Melissa: can you do an informal poll over rather people would rather switch to staggered schedules or year round school, versus give up football fields for portables, to bridge the gap until a heck of a lot more seats are on line? At high school, capital solutions (buildings) are basically over. And the only things left are drastic, massive scheduling changes to crunch more kids into the same amount of space, or else giving up the fields for portables.

As a parent, I'd prefer giving up the fields and having a continuity of schedule across the district and across all grades. Some people might feel differently, but I think the district assumes football fields are a third rail and won't even ask if EVERY SINGLE CHILD and family in the district should have a huge schedule impact rather than put portables on high school fields.

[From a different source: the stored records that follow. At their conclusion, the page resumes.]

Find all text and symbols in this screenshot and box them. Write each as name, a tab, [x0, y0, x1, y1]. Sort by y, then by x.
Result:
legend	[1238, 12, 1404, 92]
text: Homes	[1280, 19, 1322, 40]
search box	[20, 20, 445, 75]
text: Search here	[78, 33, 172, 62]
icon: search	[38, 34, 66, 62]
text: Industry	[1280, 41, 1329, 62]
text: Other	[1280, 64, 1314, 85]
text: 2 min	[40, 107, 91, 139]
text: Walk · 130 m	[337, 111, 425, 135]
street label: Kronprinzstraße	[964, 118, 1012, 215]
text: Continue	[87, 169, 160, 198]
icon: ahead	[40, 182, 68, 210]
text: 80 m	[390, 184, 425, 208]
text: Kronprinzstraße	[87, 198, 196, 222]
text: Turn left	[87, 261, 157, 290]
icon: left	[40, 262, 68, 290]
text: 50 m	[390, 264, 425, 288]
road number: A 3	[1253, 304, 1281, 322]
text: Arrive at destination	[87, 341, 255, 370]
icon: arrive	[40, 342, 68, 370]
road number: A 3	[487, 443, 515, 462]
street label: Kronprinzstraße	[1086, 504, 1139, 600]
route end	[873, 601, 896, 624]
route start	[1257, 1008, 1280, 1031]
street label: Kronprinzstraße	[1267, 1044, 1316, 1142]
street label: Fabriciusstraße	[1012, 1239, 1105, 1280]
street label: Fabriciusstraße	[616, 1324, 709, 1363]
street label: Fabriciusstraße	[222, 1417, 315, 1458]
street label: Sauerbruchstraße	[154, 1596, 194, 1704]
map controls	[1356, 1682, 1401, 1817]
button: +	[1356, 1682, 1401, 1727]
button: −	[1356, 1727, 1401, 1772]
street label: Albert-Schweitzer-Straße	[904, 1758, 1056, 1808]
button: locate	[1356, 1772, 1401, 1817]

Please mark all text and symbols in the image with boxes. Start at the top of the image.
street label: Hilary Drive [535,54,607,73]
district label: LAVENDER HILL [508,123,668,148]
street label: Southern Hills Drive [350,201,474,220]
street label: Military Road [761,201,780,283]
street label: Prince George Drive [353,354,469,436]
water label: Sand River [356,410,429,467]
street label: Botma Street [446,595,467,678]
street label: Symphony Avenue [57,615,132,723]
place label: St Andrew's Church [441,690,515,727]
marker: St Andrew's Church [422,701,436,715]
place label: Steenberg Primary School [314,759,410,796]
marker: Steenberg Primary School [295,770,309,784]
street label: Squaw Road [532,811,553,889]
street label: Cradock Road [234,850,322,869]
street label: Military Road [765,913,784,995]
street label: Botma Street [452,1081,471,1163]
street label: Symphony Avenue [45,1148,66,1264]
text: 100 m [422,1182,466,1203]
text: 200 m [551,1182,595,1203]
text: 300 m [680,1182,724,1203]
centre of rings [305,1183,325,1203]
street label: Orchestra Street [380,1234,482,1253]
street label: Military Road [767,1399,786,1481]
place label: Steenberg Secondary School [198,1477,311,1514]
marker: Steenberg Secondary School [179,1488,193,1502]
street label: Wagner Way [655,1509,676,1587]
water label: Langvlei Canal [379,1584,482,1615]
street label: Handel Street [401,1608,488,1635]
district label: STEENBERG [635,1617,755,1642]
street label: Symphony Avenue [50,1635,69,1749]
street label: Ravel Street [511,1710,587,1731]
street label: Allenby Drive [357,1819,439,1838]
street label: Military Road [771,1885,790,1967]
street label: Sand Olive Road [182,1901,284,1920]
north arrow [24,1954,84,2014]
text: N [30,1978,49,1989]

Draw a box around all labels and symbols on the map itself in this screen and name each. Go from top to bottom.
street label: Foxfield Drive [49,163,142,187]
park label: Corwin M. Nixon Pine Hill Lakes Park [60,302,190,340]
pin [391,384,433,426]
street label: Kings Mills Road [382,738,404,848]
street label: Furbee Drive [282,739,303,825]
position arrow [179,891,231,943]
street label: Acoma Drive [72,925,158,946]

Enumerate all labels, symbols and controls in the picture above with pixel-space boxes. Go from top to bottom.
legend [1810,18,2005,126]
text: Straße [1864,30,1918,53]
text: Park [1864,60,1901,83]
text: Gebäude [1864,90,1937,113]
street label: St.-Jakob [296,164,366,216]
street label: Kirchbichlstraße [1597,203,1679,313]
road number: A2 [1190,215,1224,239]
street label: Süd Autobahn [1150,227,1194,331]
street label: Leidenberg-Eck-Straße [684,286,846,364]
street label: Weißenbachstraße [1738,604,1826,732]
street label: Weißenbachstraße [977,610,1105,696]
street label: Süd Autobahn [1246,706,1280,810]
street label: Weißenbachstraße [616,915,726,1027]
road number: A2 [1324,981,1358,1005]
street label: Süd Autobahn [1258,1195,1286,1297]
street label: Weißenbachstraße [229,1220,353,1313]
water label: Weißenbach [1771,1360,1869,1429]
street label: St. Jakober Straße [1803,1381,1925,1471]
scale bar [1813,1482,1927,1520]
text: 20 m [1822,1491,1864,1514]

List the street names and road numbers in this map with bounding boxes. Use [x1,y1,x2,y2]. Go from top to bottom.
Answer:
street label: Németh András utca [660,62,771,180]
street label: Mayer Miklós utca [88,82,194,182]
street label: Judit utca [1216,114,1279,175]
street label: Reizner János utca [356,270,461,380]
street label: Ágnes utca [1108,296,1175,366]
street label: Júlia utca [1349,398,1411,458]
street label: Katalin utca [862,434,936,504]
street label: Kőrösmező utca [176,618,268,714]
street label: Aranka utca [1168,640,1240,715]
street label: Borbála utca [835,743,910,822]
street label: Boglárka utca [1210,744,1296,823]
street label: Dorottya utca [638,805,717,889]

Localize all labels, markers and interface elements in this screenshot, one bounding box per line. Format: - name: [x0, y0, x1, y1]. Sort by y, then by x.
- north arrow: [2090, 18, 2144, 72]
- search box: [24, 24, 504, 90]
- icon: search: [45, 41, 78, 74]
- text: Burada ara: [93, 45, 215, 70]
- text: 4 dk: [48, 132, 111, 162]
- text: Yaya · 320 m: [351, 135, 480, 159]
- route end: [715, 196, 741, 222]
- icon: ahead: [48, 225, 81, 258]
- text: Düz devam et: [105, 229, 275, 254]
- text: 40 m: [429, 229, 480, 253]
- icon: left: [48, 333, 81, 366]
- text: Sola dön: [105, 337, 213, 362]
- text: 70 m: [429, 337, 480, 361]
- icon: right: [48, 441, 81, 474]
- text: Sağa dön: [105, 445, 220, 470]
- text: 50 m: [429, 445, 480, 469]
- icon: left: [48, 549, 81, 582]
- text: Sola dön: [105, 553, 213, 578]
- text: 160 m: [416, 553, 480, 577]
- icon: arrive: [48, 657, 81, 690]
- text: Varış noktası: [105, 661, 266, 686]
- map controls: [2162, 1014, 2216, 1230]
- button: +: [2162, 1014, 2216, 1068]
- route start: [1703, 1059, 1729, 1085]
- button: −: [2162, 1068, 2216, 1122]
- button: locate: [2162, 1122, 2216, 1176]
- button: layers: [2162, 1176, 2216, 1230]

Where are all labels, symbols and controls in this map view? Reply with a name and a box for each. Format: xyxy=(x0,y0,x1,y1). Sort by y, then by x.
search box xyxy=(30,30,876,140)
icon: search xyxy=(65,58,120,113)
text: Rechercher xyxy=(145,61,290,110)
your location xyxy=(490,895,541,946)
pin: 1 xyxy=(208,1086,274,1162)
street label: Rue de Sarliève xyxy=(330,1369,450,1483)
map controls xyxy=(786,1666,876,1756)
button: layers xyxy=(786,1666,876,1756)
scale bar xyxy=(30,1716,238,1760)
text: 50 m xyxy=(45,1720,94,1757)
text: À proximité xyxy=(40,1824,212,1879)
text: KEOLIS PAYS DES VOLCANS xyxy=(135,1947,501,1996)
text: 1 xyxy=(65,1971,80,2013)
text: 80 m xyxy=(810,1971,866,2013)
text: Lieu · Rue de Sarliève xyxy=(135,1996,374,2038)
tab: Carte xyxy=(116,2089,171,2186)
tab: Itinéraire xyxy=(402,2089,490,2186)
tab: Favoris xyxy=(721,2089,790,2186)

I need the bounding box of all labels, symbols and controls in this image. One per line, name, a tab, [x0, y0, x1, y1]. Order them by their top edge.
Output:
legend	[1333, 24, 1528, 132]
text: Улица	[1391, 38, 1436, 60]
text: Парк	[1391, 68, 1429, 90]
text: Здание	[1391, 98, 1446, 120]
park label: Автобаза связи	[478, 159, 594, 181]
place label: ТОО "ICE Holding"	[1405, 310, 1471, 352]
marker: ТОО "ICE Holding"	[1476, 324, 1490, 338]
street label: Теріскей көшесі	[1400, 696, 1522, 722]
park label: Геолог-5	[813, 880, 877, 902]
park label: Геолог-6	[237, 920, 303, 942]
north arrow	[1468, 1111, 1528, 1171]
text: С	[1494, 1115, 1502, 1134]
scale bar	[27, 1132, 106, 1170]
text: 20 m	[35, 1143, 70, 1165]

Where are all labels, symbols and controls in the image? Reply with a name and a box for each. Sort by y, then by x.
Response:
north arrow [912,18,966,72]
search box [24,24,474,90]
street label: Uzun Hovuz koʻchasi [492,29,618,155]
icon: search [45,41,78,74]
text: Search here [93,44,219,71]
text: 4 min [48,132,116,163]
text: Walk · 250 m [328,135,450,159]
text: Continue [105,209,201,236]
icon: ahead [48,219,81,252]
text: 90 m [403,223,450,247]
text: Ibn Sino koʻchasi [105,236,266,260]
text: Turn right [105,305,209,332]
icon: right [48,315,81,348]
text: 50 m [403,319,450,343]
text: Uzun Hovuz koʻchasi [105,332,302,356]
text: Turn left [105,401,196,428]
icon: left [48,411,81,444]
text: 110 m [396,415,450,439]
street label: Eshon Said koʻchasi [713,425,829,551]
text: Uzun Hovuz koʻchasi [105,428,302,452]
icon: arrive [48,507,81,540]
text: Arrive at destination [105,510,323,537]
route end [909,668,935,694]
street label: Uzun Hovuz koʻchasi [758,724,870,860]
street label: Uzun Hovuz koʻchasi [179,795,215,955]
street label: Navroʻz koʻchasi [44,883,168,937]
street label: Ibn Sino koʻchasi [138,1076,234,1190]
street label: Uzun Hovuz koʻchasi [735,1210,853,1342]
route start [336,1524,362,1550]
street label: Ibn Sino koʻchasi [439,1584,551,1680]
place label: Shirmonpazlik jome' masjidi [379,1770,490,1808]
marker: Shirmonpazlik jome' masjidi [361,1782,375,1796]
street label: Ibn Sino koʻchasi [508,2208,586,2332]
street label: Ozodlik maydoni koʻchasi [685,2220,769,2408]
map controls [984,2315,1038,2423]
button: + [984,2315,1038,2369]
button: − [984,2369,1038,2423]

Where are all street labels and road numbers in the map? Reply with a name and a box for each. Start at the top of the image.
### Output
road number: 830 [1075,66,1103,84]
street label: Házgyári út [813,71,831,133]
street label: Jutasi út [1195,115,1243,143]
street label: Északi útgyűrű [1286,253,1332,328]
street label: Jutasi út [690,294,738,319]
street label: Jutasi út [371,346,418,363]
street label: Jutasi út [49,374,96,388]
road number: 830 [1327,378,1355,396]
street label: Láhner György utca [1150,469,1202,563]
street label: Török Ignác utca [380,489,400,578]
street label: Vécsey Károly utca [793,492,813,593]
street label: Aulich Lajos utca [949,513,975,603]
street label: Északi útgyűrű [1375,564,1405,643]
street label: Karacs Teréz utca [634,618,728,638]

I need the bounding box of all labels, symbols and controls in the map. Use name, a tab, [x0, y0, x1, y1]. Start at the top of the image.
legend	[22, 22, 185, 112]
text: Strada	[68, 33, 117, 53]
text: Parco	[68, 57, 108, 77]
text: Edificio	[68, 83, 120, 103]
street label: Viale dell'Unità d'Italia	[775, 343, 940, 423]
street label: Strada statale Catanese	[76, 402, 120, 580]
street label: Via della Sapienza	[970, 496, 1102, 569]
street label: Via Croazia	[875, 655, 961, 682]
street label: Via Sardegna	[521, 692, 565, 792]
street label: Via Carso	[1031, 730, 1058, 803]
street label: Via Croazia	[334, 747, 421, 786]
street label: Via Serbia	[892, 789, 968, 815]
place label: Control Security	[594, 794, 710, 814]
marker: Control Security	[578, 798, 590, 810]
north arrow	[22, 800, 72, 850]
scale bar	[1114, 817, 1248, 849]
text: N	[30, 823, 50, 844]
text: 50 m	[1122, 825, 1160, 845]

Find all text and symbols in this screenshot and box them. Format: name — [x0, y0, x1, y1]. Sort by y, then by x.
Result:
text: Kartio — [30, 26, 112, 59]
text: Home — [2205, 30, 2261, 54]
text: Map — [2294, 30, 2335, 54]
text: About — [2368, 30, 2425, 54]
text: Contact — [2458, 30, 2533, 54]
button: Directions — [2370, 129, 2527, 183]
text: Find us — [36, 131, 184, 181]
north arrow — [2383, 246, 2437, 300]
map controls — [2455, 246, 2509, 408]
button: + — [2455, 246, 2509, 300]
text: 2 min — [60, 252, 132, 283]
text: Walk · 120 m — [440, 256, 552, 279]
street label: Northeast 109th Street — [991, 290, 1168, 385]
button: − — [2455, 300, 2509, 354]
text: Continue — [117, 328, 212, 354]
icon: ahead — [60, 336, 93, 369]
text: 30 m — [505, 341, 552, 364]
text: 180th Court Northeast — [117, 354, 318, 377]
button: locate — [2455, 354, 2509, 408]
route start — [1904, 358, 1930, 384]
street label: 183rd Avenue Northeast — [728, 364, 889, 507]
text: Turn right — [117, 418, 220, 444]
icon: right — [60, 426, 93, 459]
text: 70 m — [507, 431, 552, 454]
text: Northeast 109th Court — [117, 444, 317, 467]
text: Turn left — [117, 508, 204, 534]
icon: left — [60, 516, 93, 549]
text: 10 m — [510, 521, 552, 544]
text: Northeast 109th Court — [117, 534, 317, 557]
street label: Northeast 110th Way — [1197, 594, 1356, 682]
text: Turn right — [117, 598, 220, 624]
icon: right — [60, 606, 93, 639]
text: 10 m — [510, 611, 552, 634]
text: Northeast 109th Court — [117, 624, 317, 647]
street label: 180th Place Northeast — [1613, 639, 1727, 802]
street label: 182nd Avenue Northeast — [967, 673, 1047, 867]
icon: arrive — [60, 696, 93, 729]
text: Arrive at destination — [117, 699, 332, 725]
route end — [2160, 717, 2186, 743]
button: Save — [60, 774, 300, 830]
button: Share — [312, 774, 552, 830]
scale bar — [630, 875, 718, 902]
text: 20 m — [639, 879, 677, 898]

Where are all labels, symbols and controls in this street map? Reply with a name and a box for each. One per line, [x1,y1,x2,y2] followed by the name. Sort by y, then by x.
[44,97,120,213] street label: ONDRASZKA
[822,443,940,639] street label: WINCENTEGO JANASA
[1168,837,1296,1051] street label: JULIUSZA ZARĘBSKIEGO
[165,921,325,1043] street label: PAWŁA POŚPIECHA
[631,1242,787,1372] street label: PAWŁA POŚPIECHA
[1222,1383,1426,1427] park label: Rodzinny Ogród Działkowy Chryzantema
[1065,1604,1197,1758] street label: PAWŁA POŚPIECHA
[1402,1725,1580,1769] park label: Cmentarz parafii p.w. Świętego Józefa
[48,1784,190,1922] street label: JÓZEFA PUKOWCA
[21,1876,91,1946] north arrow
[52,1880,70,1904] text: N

Regardless of the outcome, it's such a big decision that serious community engagement would have to be done.

Signed: No runway
Anonymous said…
@ new mom

I know a number of downtown parents who avoid this blog because it can be intimidating to post as a downtown parent (this is not a reflection of those who run the blog). If you don't feel comfortable attending the meeting in person, I would suggest writing in.

As to the capacity at Lowell, there is more residential development happening in the downtown neighborhood than at any other time in Seattle’s history. As you know from experience, there are a lot of parents in these buildings who are not leaving downtown to raise kids which is something SPS has never had to deal with. There is also unprecedented development happening in the First Hill and Capitol Hill neighborhoods which is why Lowell is likely only a temporary solution for downtown children.

Building a downtown school is the only sustainable solution, and the opportunity to acquire free property (land) for a school downtown is probably never going to happen again. In my opinion, not acquiring this school is as short sighted as selling Queen Anne High.

-Downtown Dad
Another Parent said…
“Downtown school should be bottom of list of priorities”. “The new Lowell is the downtown elementary school”. I haven’t seen anything written here that supports that conclusion. Instead it seems we first would need to know the expected number of students in the downtown area in the next 5 to 10 years. If SPSs is expected to need the capacity (and I’m not talking about some hypothetical preschool mandate that doesn't exist), then I would agree the Federal Reserve Building should be evaluated. The fact that there are high school, APP and other capacity issues doesn't negate the fact that there appears to be significant long-term growth downtown and when an opportunity presents itself sometimes you have to jump.
New Mom, welcome.

I would send an e-mail to the Board (schoolboard@seattleschools.org) and let them know what you think.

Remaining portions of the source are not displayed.